Could you at least provide us with a sample report so readers can see what personal information is collected about them?
March 4th, 2005 at 11:27 pm
Alex,
I hope the personal insults you make help you sleep better at night. It’s not an effective strategy if you really want a response.
> You don’t appear to know much about what you’re actually doing
> with this “feature”. and don’t seem to have thought about the
> unintended consequences of it’s use.
I told you what we do and that we are well of the aware of the potential for the abuse. You asked about other companies and organizations. I cannot and will not speak for them.
> I am curious about this statement: “Individual reports such as those
> generated by our software are a poor way to collect data.”
> Can I ask why, if they are so bad at data collection do you use
> them? If the authorities can use them to track down a pedopile,
> why would they be useless to anyone else?
Information has different value during an investigation. A tip that comes gift-wrapped with the reporter’s name, the alleged perpetrator’s name and address, and detail of illegal incidents has a high level of actionable information, and will likely lead to an immediate investigation of the suspect. An anonymous tip that someone saw something that looked like kiddy porn in a park has a much lower value. That doesn’t mean that lead is worthless. The police may go check the park. The incident will be logged and could be used to heighten park security or in a future investigation.
Similarly a P2P report has limited information. It needs to be filtered, qualified and verified. No one is going to start an investigation based on it.

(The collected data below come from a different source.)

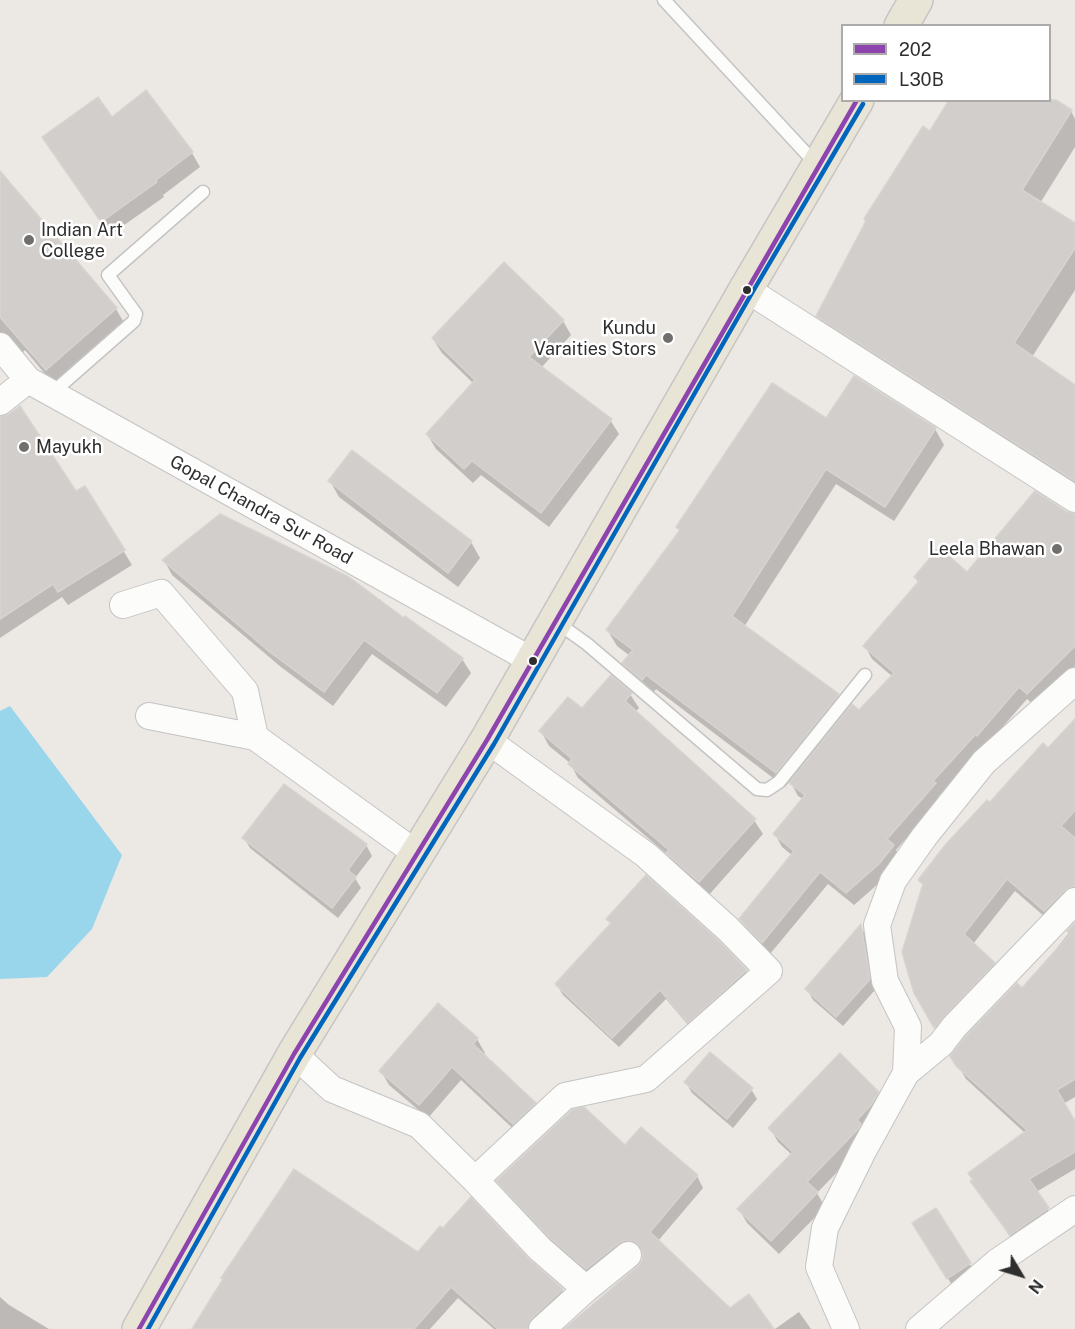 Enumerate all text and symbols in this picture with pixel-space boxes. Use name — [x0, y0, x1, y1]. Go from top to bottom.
legend — [841, 24, 1051, 102]
text: 202 — [899, 39, 931, 60]
text: L30B — [899, 69, 944, 90]
place label: Indian Art College — [41, 219, 123, 262]
marker: Indian Art College — [22, 233, 36, 247]
unlabelled marker — [741, 284, 753, 296]
place label: Kundu Varaities Stors — [534, 317, 656, 360]
marker: Kundu Varaities Stors — [661, 331, 675, 345]
place label: Mayukh — [36, 436, 102, 458]
marker: Mayukh — [17, 440, 31, 454]
street label: Gopal Chandra Sur Road — [166, 451, 356, 569]
place label: Leela Bhawan — [929, 538, 1045, 560]
marker: Leela Bhawan — [1050, 542, 1064, 556]
unlabelled marker — [527, 655, 539, 667]
north arrow — [991, 1245, 1051, 1305]
text: N — [1024, 1276, 1047, 1297]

But it can be used at law enforcement’s discretion to establish a watchlist for files and IPs, and in ongoing and future investigations if relevant.
> Could you at least provide us with a sample report so readers can
> see what personal information is collected about them?
As I said before, it contains hash, file name, file size, IP of party sharing the file (blank if it’s a file the user downloaded). Here’s an actual report (I did ‘x’ out the last 2 pairs of IP digits).
sha1:RXZLV3QTDRPJB65VKYFUZR5PEDJLY7EVname:14 yo son fucks mom while 12 sister watches incest porn preteen kiddy Sexy Teen Girl porno ass vaginal p.mpgsize:54414336ip:82.197.xxx.xxxport:6346idx:0
Marc @ RazorPop
March 5th, 2005 at 2:00 am
That report looks exactly like the type of information sent in an MPAA DMCA take down notice.
Yes, I just checked a BayTSP Infringment Notice: it has all the same info provided in your TrustyFiles report. And you say 90% of reports DO NOT contain child porn? So what happens to all the other reports which may contain copyright infringing files? It would appear that you’re doing BayTSP’s work for them by collecting all this info. Will you be informing users of TrustyFiles AND all the other clients TrustyFiles connects to that TF users can help other organizations harvest information on their sharing habits?
How can any user be confident that the information in these reports won’t find its way to another organization? What if the CP Hotline gets strapped for cash and SELLS the reports to the MPAA or another organization?
Oh and for the record, a personal insult (if you wish to take my comments as an insult) does not have to be devoid of fact.
March 6th, 2005 at 1:04 am
Alex, that report is essentially a Magnet link, which is industry-standard for encoding file data. There is nothing unique or special about it, and nothing that other software doesn’t already generate or display. The relevant data identifying a file and a user is the same – file name, size, hash, IP – so these links and reports are all going to look the same. No mystery or conspiracy.
As to your other concerns I’ve answered them previously and so won’t repeat them yet again.
You have this great fear that these reports are somehow going to find their way into the wrong hands. But you miss the salient points. This data is already publicly available and used, displayed, and/or generated in most clients. It’s already recorded, collected, analyzed, and used by BayTSP and others in a much more effective fashion than individual reports like this.